The 45-year-old property will be relaunched on May 31 at the same reserve price, after a previous tender closed on March 3 with no buyers. Its first en bloc attempt in 2019 was at $380 million.
Marketing agent Teakhwa Real Estate is optimistic: “With very strong sales achieved at recent new project launches, we are seeing keener developer interest to replenish land banks.”
Located at 100 Jalan Sultan, the 52,471 square foot commercial-zoned site comprises 211 commercial units and 33 offices, totalling 244 strata lots.
If the en bloc sale is successful, shop owners will each stand to get between $162,900 and $46.3 million, while owners of offices will receive between $619,800 and $2.05 million, Mr Sieow Teak Hwa, managing director of Teakhwa Real Estate told The Straits Times.
In-principle approval has been given by the Singapore Land Authority for a potential sale of remnant state land of about 10,968 sq ft adjoining the Sultan Plaza site.

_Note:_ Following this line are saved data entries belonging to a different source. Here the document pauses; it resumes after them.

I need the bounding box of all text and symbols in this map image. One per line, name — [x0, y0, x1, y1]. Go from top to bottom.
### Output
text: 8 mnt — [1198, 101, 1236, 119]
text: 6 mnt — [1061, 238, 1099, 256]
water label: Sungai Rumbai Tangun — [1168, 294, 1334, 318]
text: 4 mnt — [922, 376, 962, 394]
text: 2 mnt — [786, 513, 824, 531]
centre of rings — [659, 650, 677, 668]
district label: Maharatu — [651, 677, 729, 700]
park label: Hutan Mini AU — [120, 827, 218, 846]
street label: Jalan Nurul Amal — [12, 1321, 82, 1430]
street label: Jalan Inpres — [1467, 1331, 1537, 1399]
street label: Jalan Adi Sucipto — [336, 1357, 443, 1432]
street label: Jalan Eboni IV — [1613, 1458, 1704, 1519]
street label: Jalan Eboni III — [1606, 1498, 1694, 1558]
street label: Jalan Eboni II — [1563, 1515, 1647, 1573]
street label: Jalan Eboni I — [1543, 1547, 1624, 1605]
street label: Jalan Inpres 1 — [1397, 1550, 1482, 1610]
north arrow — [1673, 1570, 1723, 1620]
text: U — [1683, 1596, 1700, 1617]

With the potential purchase, the plot can be expanded to about 63,439.8 sq ft and redeveloped to a gross floor area (GFA) of 317,198.9 sq ft.
The Sultan Plaza site can be redeveloped for mixed use, with up to 40 per cent floor area for commercial use and the remaining 60 per cent for residential units, according to a URA outline planning permission advisory.
As a mixed-use project, the price will work out to a land rate of $1,548.7 per square foot per plot ratio (psf ppr) including estimated costs to buy the state land, a 7 per cent bonus balcony gross floor area, differential premium and lease top up premium, Mr Sieow said.
Alternatively, the site can be redeveloped into a 700-key hotel with ancillary shopping and commercial space.
For a new hotel with 20 per cent commercial floor area, the land rate will work out to $1,629.4 psf ppr, including estimated costs to buy the state land, differential premium and lease top up premium, Mr Sieow said.
There is no additional buyer’s stamp duty payable for the commercial site, whose tender will close on June 28 at 3 pm.
Located near the Nicoll Highway and Lavender MRT stations, the site is also close to Marina Bay, Bugis Junction, Raffles Hotel, the F1 race circuit and Kampong Glam district.
To date this year there have been three commercial en bloc deals totalling $1.62 billion in value compared with just one for the same period last year – that of Maxwell House, which sold for $276.8 million. For the whole of 2021, commercial en bloc deal value totalled $926.8 million.
The latest property cooling measures could also have shifted some investor demand to the commercial property market, Mr Wong Xian Yang, head of research at Cushman & Wakefield said.
Helping boost total commercial en bloc deal value this year were the mega sales of Golden Mile Complex and Tanglin Shopping Centre, for $700 million and $868 million respectively.
“These transactions helped boost market sentiment and we anticipate more projects to launch amid a tight commercial and residential market,” Mr Wong said.
Developers and investors remain confident in the mid- to long-term prospects of the Singapore property market due to the country’s stable economic outlook and a limited supply of prime commercial space, Mr Wong said.
This is reflected in the recovery of the commercial rental market.
Mr Wong noted that office rents in the central region rose 1.6 per cent in the first quarter this year from the previous three months, the second consecutive quarter of growth.
“While central region retail rents fell by 0.4 per cent in Q1 2022, we anticipate retail rents to bottom out and return to growth this year, given the re-opening of borders and relaxation of safe distancing measures,” he added.